When it comes to being luxury watches because of their huge range there are a lot of questions that can be asked. This guide will inform you on some of the most trickiest areas when it comes to choosing your new luxury watch. Because many have high resale values it is important to choose smartly by taking your time and doing plenty of research.
Many of you might have heard of The Geneva Seal. This was established in 1886 and is used as a clarification for watchmakers for their timepiece’s movements. The certification is based on the finishing and aesthetic decoration of the watch movement. The precision can also be tested but is considered an option of The Geneva Seal. If you are looking to buy a watch and it happens to have this accolade then rest assured that you are purchasing something of the highest quality. Many of the top watchmakers regularly submit their pieces to be rigorously and critically tested and examined.
Every sport watch from a cheap plastic one to a high end model will be labelled with either waterproof or water resistant. It might come to you as common knowledge the meaning behind these two labels but the difference between these two classifications is often mistaken and thought to be interchangeable. A water resistant watch will be able to resist any water that is splashed or mistakenly put under water for a brief period of time. It however won’t be suitable for swimming. Water proof watches have a classification system that informs the wearer what depth the watch can resist. A 10bar (100m) watch would be suitable for swimming it is highly recommended if you want to dive that you use a watch with a 20bar resistance (200m).

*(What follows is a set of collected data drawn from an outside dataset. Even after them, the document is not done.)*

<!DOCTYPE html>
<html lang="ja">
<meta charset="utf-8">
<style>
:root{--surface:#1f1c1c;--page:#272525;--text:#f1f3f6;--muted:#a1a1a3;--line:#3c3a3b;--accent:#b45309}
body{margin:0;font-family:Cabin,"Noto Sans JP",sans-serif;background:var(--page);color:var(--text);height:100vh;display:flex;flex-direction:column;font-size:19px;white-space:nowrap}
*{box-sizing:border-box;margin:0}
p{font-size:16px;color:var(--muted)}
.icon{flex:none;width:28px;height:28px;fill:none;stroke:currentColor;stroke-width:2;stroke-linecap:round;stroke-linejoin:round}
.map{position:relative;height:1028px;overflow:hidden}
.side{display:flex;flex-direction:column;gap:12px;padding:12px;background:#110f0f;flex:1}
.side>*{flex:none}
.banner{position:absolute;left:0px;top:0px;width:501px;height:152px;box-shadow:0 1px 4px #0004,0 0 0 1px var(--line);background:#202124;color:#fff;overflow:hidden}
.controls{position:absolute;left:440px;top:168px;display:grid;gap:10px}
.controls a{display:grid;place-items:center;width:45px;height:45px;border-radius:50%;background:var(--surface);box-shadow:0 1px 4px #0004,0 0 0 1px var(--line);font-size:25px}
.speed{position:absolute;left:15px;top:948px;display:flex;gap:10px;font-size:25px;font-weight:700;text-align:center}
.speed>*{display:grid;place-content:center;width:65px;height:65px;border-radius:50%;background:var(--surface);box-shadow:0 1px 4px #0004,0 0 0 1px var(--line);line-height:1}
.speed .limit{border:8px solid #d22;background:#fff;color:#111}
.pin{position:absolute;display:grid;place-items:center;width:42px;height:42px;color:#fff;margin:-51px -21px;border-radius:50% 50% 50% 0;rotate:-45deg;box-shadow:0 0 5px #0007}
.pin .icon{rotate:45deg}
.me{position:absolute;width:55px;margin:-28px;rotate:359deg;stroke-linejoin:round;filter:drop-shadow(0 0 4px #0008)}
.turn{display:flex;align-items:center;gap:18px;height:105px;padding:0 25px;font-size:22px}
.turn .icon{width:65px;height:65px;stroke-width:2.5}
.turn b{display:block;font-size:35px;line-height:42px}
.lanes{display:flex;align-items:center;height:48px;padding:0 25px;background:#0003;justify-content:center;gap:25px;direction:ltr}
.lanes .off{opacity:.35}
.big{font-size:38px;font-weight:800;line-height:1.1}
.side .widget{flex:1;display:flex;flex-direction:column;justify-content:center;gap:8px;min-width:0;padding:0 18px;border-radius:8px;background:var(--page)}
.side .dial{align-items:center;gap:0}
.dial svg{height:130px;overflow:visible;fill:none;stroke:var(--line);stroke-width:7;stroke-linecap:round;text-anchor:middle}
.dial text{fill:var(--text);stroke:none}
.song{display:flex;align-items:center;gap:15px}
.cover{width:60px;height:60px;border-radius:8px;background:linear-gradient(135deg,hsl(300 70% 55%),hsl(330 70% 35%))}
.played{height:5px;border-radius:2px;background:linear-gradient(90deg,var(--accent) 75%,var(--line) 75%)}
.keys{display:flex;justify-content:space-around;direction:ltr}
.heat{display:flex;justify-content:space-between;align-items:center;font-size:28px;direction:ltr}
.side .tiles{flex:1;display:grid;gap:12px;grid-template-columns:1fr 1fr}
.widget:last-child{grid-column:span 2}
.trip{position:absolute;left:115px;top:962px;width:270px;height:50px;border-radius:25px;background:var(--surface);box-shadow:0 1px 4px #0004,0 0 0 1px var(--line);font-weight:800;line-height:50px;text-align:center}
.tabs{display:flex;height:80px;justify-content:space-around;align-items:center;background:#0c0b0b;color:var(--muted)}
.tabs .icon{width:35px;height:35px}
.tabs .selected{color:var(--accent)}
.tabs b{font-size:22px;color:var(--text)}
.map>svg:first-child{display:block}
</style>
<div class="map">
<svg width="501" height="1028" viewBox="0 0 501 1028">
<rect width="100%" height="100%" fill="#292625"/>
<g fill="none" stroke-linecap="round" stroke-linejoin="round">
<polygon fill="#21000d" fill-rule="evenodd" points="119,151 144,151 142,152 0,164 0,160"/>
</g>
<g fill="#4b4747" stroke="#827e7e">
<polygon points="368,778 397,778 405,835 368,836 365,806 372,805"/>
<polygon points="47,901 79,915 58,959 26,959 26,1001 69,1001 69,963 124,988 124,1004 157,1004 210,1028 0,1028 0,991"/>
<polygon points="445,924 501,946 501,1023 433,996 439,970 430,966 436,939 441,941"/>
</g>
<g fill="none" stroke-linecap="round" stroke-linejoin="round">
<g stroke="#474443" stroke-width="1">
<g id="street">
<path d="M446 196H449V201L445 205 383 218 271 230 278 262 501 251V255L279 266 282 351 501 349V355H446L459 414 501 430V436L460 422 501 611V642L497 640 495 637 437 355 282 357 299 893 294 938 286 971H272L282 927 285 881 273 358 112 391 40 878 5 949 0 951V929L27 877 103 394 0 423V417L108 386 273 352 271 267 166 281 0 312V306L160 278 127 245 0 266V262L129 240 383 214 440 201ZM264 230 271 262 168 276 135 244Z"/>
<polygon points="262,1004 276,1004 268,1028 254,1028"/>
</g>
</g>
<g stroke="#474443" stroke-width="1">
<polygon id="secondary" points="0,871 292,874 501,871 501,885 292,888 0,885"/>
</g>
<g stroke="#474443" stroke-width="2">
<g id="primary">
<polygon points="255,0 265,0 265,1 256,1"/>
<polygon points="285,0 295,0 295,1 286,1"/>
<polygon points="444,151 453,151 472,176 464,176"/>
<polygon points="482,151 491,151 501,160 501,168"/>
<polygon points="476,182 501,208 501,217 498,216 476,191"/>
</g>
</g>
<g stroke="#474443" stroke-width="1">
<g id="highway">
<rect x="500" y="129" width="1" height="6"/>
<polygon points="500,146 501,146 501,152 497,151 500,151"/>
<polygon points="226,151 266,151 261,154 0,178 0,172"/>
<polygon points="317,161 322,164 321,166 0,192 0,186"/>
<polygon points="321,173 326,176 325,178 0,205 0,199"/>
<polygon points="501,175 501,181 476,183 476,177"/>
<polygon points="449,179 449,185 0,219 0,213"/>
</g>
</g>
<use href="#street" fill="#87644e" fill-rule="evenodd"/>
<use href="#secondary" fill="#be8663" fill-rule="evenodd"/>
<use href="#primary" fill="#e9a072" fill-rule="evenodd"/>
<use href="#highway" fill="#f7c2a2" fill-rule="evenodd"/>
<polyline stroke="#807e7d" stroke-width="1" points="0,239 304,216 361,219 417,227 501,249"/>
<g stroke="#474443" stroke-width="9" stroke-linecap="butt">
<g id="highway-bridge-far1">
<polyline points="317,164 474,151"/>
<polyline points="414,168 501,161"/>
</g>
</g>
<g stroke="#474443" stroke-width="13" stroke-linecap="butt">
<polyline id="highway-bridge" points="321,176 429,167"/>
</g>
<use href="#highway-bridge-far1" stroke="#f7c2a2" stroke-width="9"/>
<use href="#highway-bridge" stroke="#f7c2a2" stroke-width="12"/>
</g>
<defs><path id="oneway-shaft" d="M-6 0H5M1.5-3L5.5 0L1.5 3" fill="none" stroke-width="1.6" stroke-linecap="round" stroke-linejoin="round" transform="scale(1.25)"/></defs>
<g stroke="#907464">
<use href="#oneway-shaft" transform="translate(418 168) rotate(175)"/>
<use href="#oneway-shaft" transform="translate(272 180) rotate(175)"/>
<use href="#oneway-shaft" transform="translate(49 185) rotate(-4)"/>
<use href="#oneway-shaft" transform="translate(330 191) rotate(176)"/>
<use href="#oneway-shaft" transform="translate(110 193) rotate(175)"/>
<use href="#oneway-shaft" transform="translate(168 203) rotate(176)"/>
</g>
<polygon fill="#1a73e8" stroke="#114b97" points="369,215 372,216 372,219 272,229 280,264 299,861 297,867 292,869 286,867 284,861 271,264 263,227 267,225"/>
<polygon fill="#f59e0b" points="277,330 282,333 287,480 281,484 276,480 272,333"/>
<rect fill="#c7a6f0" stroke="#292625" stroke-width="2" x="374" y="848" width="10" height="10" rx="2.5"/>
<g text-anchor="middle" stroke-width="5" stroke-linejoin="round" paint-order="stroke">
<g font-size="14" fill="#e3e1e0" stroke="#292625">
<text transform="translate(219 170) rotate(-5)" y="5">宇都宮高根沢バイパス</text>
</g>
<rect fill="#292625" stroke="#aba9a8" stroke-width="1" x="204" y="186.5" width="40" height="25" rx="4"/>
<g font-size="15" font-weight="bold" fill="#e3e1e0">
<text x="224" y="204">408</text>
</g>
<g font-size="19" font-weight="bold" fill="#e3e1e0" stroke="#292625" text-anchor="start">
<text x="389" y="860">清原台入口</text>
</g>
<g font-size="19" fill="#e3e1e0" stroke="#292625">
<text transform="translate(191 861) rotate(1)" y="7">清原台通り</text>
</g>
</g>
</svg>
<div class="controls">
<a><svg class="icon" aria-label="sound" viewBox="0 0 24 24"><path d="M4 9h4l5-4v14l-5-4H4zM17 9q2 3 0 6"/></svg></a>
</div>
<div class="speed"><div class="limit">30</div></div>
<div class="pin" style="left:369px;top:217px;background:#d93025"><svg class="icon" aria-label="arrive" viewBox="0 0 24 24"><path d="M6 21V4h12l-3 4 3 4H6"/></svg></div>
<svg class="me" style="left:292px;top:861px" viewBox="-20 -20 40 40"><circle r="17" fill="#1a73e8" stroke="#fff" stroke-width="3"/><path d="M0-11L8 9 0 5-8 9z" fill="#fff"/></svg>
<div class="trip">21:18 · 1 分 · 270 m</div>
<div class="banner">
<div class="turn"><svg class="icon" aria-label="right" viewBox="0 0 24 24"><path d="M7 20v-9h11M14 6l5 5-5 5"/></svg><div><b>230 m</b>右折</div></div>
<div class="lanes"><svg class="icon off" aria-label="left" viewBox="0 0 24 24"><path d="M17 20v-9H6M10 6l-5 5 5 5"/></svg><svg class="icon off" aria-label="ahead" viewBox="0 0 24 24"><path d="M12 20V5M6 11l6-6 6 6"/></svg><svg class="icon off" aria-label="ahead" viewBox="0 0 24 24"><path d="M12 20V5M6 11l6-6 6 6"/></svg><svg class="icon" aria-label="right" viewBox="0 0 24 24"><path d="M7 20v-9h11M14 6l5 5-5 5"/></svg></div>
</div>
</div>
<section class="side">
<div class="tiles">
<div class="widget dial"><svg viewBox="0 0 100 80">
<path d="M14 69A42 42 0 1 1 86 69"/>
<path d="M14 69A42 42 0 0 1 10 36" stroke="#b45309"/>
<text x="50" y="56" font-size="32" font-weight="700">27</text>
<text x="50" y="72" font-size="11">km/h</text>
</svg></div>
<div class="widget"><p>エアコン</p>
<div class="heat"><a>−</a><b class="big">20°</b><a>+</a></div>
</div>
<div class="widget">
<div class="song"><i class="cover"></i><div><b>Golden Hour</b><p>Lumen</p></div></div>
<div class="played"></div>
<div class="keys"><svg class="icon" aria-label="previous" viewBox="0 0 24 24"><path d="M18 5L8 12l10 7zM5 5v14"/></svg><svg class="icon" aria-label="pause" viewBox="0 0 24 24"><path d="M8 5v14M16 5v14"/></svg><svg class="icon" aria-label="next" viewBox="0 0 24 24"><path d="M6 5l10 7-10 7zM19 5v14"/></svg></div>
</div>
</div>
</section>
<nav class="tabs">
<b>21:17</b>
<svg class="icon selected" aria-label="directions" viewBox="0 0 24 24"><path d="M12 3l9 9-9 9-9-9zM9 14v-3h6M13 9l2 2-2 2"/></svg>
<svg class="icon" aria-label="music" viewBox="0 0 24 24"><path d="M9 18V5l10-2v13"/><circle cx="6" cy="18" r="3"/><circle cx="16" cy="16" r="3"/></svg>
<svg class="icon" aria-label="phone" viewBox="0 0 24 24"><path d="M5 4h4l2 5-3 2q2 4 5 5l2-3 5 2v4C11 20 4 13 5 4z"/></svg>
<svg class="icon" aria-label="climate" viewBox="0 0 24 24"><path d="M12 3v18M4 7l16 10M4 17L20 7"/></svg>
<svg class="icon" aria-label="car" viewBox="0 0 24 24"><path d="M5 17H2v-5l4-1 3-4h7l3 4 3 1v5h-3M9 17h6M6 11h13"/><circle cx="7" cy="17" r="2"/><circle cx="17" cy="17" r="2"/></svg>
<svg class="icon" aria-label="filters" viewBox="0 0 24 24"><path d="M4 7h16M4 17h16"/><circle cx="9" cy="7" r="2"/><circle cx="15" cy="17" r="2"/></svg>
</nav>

The relationship between the number of jewels in a watch movement and the quality of the same movement is something that often confuses first time luxury watch buyers. Jewels are used in watches for two specific reasons. Firstly they are very hard and therefore do not wear easily. Secondly they are also able to be worked into a very smooth finish allowing for watchmakers to create finer pieces. Both these advantages allow for a lower amount of friction between moving parts inside the watch. It would be wrong to advise someone that more jewels in a watch would make it a better timepiece. There can be a such a range of moving parts and jewel components can range from a part that moves once every 31 days to another part that moves multiple times every second. Therefore it is hard to compare the amount of jewels in a timepiece unless you know their exact location and purpose within a timepiece. The more moving-part features a watch has the more jewels it should require as more moving parts equals more friction.
Buying a luxury watch has to be a personal decision but all these things must be taken into consideration as they can insure you are buying something that will give you a lasting timepiece.